Requirement:
The count of lines below that include the string "canvas" is the whole answer.
#####
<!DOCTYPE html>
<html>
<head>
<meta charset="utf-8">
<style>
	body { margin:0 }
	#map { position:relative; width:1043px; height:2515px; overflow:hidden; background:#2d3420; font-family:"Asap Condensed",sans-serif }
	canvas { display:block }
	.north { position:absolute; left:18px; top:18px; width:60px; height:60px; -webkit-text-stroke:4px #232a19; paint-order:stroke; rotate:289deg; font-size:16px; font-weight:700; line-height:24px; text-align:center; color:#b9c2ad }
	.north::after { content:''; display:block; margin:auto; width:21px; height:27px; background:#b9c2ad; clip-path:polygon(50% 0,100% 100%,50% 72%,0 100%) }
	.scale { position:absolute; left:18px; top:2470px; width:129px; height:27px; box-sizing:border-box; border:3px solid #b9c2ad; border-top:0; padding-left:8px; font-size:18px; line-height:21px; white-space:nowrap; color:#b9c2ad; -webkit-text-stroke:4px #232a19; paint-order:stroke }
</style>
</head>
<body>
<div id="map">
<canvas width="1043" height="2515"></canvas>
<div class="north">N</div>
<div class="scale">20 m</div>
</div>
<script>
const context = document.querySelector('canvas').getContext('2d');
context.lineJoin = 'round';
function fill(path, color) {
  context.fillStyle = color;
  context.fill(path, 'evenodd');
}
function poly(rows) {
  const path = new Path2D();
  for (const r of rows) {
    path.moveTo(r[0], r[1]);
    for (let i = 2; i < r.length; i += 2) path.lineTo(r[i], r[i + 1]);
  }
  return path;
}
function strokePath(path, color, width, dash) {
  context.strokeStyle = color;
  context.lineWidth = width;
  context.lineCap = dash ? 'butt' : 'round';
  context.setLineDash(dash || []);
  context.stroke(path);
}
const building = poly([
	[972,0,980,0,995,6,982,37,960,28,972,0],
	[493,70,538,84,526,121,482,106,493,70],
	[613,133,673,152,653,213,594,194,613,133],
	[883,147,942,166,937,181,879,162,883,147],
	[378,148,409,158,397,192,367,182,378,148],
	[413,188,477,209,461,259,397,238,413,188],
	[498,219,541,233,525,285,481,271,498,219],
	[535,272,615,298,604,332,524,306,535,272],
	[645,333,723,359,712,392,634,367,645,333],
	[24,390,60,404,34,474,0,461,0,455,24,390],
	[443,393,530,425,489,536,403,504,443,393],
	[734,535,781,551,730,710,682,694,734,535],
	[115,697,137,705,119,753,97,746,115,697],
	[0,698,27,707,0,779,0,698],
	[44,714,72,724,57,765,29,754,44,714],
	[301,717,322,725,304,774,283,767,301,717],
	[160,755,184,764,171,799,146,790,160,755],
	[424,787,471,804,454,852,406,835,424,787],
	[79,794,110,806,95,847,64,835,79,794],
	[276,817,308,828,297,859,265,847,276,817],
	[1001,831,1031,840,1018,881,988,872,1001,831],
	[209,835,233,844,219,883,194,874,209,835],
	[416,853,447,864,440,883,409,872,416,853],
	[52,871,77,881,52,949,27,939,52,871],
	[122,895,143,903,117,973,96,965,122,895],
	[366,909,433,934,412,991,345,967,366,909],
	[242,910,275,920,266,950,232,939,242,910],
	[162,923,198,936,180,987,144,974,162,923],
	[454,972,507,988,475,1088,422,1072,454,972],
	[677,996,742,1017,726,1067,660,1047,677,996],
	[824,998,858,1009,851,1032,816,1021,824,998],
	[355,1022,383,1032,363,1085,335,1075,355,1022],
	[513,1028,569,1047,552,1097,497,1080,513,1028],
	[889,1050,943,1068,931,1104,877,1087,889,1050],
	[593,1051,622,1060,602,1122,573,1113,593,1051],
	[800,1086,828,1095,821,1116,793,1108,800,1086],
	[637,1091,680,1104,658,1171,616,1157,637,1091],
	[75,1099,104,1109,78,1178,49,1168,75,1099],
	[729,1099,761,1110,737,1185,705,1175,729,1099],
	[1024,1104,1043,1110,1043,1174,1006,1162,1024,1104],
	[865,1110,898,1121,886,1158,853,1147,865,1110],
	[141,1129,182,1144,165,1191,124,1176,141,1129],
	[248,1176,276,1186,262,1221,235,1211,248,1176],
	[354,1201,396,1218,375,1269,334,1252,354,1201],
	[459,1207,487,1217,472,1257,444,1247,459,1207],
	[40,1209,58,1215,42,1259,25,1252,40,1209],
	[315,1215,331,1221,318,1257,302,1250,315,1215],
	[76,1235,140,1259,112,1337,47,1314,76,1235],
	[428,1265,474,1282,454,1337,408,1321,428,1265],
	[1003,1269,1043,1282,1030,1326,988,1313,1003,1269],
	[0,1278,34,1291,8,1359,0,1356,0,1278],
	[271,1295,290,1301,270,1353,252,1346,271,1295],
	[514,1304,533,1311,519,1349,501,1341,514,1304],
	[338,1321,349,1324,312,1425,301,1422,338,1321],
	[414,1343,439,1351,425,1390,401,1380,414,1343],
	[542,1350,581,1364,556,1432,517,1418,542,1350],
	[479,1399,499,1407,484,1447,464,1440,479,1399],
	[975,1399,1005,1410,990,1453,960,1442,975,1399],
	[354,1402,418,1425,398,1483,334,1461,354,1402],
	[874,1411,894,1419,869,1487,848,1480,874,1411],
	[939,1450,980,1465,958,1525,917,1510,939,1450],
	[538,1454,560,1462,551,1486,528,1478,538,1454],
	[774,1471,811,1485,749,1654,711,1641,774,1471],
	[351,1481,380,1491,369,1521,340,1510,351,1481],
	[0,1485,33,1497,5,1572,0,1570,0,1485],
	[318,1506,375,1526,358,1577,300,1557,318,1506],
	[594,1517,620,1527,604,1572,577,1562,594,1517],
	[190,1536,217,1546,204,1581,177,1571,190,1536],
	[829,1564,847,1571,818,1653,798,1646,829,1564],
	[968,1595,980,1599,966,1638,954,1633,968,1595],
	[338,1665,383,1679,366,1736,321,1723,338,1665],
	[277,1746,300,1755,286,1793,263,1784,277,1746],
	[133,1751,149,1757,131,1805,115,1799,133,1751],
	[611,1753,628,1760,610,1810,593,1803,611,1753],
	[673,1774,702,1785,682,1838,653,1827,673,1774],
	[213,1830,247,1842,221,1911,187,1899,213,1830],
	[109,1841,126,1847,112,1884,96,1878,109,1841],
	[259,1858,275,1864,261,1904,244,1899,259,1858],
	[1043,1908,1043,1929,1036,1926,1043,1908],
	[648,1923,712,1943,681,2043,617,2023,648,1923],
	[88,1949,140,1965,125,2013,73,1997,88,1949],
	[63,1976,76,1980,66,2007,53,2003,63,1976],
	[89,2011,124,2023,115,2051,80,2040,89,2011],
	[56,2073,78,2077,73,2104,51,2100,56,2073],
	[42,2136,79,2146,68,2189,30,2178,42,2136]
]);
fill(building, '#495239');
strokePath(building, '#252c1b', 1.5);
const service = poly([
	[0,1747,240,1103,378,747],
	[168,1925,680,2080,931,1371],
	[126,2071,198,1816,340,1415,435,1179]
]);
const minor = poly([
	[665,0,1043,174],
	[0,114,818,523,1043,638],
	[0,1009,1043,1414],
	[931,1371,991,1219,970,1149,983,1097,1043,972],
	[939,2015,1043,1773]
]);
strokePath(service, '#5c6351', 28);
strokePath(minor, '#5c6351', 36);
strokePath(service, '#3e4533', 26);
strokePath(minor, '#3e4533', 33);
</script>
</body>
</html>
#####
Task output:
3